Obispo Arthur J. Serratelli
La verdadera grandeza nace en una cuna atendida por una madre amorosa. La larga lista de quienes han reconocido esta realidad incluye estadistas, inventores, científicos, predicadores y hasta comediantes. Nuestro primer presidente, George Washington, observó que “todo lo que soy se lo debo a mi madre. Atribuyo todo mi éxito en la vida a la educación moral, intelectual y física que recibí de ella”. Abraham Lincoln, Andrew Jackson, Theodore Roosevelt y Barak Obama también han reconocido públicamente el papel de sus madres en hacerlas adecuadas para el trabajo de su vida.
Artistas desde Albrecht Durer (1490) hasta Whistler (1871) han pintado exquisitos retratos de sus madres. Los músicos han plasmado hábilmente su amor y estima por sus madres en canciones y melodías. El violinista Zach De Pue escribió "Mama's Waltz" para recordar a su madre, quien murió cuando él tenía solo seis años. Cesare Andrea Bixio, junto con el letrista Cherubini, inmortalizó el afecto imperecedero del niño por la madre en la siempre popular y conmovedora canción italiana “Mamma”. E incluso el comediante Stephen Colbert interrumpió su rutina televisiva nocturna para rendir un sentido homenaje a su madre por su fallecimiento.
El inventor Thomas Edison dijo una vez: "Mi madre fue mi creación". Él estaba en lo correcto. La familia es la primera escuela donde aprendemos las lecciones de la vida. Y nuestros padres son los mejores maestros. Es en un hogar lleno de amor, somos testigos del amor, el sacrificio diario, la ternura y la disposición de nuestros padres para trabajar en las diferencias; y nosotros mismos somos formados como individuos desinteresados. “El corazón de la madre es el aula del niño” (Henry Ward Beecher).
La ausencia de un padre o de una madre en cualquier hogar no es algo para alabar, sino para lamentarse.
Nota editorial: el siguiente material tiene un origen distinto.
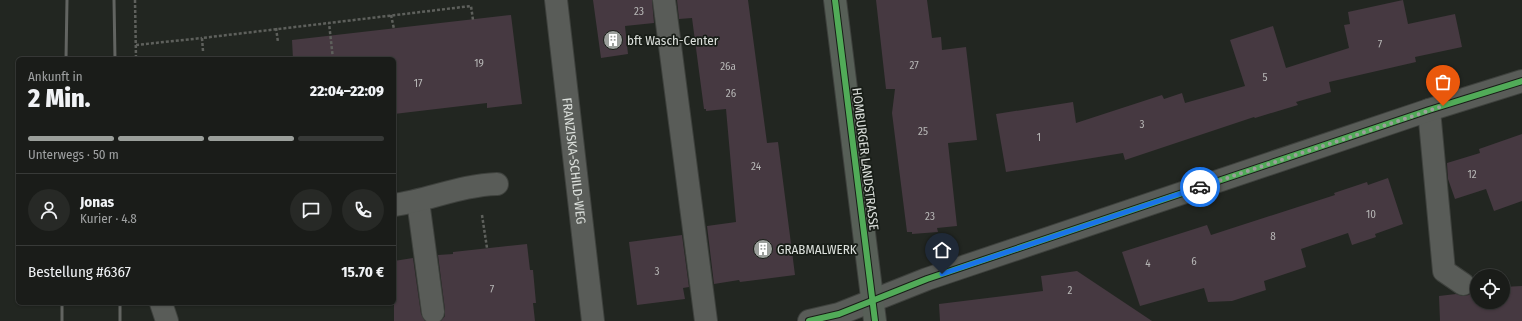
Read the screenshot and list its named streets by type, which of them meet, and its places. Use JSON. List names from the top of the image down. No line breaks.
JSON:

Necesitamos a ambos padres. Frente a la “bandera de la libertad” que ondea sobre los individuos para formar el tipo de familia que deseen, el Papa Francisco ha insistido sabiamente en que “los niños tienen derecho a crecer en una familia con un padre y una madre capaces de crear un ambiente propicio para la desarrollo y madurez emocional del niño” (Papa Francisco, La complementariedad del hombre y la mujer en el matrimonio, 17 de noviembre de 2014).
En la familia, las madres ocupan un lugar único. De nuestras madres recibimos el don de la vida y un amor que no tiene límites. Desde el momento en que entramos en el mundo a través del amor generoso y abnegado de nuestras madres, ellas nos rodean de afecto y cuidado. Le debemos la vida a nuestras madres y casi todo lo que sigue. Nos forman como individuos. Modelan y transmiten la fe. Encienden en nosotros el don de la fe (cf. Papa Francisco, Audiencia general, 7 de enero de 2015).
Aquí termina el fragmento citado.